Мы прошли через ворота в городской стене, которой я раньше не заметил, ибо скопление домов закрывало собой защитный вал Дублина. Наконец мы добрались до центра города, где дома стояли просторней и где находились палаты Сигтрюгга, очертаниями и размером похожие на дом ярла Си-гурда, хотя выстроенные больше из леса, чем из торфа. Чуть сзади и справа от дома Сигтрюгга возвышался странный, довольно крутой травянистый холм.
— Холм Тора, — заметив, что я смотрю в ту сторону, пробормотал Эйнар, корабельщик, тот самый, что рассказывал о воинственных ирландских священниках. — Эти безумные изуверы срубили священные деревья, но чтобы избавиться от его присутствия, мало просто помахать топором. Шелковая Борода до сих пор приносит здесь жертвы, время от времени, когда очень нужна удача, хотя по-настоящему он поклоняется Фрейе. Золотые слезы — вот что ему по нраву.
Тюркир когда-то давно в Винланде поведал мне, что эта богиня богатства проливает золотые слезы по своему супругу, однако, кто такой Шелковая Борода, я не знал, и все же рискнул показать свою догадливость. В ответ на мою догадку корабельщик загоготал.
— Ты и впрямь явился из внешних пределов, а? Шелковая Борода — это вон тот щеголь, наш вождь. Он любит свою одежду, духи, башмаки из тонкой кожи, кольца, и разве ты не заметил, сколько времени он проводит, расчесывая, гладя и холя свою бороду и бакенбарды?
Но я почти и не услышал его ответа. Я замер на месте, гладя на женщину, стоявшую при входе в дом Сигтрюгга среди кучки женщин и слуг, вышедших по обычаю навстречу конунгу.
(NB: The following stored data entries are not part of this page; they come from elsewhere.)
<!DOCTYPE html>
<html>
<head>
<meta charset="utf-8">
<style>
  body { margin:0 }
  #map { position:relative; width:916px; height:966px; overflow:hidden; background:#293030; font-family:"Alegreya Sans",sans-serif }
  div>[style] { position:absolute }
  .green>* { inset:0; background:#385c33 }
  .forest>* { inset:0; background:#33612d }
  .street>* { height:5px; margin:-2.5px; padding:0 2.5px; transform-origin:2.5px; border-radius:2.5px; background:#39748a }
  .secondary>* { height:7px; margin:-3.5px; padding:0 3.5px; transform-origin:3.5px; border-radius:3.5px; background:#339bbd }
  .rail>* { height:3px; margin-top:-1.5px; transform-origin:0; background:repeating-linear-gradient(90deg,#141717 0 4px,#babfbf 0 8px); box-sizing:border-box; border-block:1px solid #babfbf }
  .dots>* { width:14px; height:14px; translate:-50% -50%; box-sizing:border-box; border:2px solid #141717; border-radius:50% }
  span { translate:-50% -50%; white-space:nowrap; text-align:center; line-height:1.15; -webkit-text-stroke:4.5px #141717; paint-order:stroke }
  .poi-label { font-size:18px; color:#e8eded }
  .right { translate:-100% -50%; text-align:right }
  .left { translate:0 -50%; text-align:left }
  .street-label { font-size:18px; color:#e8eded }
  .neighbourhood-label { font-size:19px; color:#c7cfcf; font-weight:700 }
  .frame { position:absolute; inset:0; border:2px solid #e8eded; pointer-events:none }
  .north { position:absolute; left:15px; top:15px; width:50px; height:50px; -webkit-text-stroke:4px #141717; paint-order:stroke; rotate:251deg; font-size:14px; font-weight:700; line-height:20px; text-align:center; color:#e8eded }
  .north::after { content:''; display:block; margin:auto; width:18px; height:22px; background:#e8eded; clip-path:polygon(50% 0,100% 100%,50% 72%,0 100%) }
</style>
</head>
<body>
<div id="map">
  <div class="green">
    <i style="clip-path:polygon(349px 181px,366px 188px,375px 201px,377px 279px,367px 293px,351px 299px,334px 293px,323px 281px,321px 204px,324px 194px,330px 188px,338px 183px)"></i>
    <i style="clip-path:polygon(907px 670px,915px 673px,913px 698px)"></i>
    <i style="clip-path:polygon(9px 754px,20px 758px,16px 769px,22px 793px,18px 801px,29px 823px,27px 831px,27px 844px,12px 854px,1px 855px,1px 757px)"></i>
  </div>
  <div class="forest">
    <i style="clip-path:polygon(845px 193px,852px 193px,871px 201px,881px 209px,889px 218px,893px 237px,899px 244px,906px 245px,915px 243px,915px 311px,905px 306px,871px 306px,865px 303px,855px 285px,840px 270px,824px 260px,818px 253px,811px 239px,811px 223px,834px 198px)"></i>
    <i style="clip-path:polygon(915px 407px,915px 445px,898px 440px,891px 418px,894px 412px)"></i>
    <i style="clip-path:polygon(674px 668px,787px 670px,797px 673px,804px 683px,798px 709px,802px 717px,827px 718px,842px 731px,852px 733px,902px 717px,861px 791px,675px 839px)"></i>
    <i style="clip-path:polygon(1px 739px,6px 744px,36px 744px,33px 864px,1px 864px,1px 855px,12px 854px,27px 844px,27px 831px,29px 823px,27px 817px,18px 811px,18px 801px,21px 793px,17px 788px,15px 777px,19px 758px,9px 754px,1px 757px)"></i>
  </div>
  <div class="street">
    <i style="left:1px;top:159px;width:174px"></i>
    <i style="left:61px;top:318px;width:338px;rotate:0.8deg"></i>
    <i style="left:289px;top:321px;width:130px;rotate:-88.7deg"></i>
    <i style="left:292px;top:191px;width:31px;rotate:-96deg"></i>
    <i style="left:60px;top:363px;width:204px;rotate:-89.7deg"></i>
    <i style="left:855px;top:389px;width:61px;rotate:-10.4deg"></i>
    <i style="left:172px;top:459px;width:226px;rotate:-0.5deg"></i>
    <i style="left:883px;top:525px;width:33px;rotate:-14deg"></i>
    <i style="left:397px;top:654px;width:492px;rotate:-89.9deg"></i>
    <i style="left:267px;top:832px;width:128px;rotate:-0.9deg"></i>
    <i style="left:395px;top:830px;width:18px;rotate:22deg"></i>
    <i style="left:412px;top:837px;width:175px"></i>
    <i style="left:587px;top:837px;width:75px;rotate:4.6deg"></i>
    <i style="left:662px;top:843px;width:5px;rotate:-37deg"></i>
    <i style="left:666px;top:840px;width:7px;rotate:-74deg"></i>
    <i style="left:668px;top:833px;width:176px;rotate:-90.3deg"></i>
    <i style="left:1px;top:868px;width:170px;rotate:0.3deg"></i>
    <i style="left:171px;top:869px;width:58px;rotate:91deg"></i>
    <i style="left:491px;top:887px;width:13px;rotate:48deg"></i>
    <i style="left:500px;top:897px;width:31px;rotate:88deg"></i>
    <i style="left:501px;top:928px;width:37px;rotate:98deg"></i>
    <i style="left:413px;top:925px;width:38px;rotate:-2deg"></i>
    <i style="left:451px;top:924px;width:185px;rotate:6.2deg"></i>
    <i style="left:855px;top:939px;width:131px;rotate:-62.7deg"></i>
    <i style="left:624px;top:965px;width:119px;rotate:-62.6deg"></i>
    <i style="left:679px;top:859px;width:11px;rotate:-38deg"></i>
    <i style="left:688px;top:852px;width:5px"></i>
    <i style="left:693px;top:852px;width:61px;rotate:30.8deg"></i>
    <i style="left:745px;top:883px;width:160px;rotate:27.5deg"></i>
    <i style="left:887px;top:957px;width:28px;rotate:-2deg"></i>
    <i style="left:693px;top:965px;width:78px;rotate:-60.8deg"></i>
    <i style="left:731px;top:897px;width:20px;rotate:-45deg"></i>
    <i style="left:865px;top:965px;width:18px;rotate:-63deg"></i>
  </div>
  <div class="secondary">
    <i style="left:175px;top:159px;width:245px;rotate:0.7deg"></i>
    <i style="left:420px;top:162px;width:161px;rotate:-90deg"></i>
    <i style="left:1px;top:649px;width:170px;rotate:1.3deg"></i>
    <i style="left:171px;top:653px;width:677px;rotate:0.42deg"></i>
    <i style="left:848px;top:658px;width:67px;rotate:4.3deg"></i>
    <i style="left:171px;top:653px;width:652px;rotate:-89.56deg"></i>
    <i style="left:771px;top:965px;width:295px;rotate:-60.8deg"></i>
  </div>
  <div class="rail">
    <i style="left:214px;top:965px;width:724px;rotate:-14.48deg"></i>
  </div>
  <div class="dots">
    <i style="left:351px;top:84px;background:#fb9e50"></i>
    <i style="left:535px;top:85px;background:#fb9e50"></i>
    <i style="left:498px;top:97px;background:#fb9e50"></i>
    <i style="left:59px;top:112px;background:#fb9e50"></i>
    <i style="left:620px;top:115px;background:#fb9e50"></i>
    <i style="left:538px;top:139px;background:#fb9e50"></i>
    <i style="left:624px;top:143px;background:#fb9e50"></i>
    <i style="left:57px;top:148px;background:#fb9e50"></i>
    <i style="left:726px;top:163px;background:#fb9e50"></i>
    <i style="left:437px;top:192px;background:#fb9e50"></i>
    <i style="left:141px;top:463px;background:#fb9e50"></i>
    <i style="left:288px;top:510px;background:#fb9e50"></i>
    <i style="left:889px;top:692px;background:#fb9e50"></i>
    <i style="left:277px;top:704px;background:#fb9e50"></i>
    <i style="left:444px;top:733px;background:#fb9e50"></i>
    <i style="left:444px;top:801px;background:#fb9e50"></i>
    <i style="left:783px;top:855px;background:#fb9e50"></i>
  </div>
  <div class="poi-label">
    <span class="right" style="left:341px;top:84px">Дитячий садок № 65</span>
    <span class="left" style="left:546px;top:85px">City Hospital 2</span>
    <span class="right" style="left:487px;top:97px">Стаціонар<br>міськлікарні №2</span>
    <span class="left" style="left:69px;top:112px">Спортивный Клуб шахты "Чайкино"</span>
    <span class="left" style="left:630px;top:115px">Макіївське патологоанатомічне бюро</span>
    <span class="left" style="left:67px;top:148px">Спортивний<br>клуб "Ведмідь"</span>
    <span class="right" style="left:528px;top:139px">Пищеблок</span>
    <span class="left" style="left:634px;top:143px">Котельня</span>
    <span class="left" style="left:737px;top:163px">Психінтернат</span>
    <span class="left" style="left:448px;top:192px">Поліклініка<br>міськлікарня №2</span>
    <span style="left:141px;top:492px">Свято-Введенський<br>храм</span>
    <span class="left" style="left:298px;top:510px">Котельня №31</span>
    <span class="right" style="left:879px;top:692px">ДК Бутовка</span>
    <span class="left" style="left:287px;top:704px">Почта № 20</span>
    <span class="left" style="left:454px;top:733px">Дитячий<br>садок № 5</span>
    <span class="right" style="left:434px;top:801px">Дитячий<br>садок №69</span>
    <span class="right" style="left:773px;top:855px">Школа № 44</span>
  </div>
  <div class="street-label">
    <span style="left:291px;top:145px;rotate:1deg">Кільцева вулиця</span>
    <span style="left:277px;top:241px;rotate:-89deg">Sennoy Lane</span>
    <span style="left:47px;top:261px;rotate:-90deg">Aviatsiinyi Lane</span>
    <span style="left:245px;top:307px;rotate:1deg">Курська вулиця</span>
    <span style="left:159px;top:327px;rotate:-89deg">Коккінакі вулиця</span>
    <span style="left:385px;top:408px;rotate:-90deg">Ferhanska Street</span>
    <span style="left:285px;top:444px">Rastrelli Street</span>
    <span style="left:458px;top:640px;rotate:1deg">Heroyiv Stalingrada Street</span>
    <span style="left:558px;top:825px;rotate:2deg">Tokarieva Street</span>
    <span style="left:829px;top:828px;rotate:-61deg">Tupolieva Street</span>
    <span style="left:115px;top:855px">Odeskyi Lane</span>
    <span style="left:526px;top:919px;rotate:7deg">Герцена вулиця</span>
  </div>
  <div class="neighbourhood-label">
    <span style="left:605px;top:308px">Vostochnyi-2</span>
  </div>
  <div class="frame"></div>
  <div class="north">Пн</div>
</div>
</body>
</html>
Ей, наверное, было лет пятьдесят. Она была в необычайно богатом одеянии — в длинном синем платье и таком же шелковом шарфе. Очевидно, то была особа важная, ибо стояла впереди всех, рядом с молодой женщиной, которая, как я догадывался, была женой Сигтрюгга. Но внимание мое привлекло не платье старшей женщины, а то, как она стояла и как смотрела на Сигтрюгга, который уже подходил к ней. На лице у нее было разочарование и решимость. Я прежде уже видел именно такое выражение и такую же позу. Я почувствовал, что вижу перед собой не эту седовласую матрону, но другого человека. От этого воспоминания мне стало тошно. Точно такое же выражение я помню на лице Фрейдис, дочери Эйрика.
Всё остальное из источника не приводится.